• **What to work on**: Stop after the line with "Localize all text"; until then, please copy every line of the records word for word from the first.

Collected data
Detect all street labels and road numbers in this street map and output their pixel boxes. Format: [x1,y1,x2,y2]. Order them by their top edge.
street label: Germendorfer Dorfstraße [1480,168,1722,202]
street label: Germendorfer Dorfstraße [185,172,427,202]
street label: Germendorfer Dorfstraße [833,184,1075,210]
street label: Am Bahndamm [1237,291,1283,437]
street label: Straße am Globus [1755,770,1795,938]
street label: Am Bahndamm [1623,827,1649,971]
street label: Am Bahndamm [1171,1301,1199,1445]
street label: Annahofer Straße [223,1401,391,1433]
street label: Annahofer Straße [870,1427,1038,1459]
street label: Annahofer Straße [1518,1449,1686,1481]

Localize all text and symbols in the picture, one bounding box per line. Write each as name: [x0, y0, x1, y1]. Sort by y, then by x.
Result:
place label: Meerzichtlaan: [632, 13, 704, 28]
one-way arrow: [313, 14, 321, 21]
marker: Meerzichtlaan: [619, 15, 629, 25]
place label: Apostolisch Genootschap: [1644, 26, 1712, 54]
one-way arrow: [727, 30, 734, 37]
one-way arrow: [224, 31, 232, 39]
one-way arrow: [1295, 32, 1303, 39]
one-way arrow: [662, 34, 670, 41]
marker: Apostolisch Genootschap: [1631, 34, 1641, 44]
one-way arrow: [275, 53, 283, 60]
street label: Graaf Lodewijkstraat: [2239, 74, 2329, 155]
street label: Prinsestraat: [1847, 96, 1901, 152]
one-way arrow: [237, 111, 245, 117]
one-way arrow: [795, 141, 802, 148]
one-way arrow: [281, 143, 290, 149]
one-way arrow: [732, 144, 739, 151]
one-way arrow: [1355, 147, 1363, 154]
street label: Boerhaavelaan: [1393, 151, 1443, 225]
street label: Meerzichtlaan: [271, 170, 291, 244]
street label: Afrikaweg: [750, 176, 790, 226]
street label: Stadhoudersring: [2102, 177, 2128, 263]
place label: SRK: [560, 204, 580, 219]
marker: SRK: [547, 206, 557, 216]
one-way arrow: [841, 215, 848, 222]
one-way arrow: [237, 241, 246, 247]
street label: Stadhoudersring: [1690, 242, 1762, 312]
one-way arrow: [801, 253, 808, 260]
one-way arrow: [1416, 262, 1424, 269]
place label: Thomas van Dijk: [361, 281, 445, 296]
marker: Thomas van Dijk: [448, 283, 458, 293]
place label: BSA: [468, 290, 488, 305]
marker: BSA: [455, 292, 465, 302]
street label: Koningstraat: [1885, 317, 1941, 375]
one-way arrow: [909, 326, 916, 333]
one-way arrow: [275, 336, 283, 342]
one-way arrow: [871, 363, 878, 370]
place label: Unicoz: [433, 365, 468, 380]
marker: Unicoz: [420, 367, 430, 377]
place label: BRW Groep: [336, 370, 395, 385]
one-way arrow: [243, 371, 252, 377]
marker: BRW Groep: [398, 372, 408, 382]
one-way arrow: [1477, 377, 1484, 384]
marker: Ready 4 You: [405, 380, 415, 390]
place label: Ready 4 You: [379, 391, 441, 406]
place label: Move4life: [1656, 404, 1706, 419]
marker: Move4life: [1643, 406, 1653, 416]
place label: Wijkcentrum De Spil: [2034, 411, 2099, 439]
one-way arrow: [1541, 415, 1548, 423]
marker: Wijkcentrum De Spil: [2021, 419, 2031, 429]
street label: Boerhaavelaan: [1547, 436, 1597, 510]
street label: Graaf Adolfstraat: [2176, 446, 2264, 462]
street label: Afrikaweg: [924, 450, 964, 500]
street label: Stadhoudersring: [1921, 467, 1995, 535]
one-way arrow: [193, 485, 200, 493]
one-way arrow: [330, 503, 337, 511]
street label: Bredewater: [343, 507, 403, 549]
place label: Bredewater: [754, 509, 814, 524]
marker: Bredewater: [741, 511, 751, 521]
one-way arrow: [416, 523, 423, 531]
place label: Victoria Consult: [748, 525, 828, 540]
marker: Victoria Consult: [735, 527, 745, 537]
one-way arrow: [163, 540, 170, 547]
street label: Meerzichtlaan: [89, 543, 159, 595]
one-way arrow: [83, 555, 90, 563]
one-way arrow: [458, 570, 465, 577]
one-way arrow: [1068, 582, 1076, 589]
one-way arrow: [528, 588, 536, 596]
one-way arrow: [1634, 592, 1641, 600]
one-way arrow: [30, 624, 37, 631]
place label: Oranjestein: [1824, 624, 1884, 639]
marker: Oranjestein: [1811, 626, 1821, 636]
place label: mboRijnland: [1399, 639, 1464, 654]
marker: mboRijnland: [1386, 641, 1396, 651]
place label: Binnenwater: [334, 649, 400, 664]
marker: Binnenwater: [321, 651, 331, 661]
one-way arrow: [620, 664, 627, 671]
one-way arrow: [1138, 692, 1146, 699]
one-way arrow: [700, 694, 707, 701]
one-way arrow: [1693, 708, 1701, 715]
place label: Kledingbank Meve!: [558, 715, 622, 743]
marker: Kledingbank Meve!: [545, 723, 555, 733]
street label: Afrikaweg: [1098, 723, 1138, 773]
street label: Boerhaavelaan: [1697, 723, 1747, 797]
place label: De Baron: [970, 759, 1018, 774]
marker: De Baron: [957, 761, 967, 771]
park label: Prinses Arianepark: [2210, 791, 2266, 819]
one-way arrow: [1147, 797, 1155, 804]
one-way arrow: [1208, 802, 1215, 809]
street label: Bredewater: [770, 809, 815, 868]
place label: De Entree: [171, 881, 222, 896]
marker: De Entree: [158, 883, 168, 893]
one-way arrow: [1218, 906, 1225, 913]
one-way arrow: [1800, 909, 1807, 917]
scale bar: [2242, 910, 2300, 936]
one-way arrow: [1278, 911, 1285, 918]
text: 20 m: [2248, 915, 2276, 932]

• **Your response**:
Detect all street labels and road numbers in this street map and output their pixel boxes. Format: [x1,y1,x2,y2]. Order them by their top edge.
street label: Germendorfer Dorfstraße [1480,168,1722,202]
street label: Germendorfer Dorfstraße [185,172,427,202]
street label: Germendorfer Dorfstraße [833,184,1075,210]
street label: Am Bahndamm [1237,291,1283,437]
street label: Straße am Globus [1755,770,1795,938]
street label: Am Bahndamm [1623,827,1649,971]
street label: Am Bahndamm [1171,1301,1199,1445]
street label: Annahofer Straße [223,1401,391,1433]
street label: Annahofer Straße [870,1427,1038,1459]
street label: Annahofer Straße [1518,1449,1686,1481]

Localize all text and symbols in the picture, one bounding box per line. Write each as name: [x0, y0, x1, y1]. Sort by y, then by x.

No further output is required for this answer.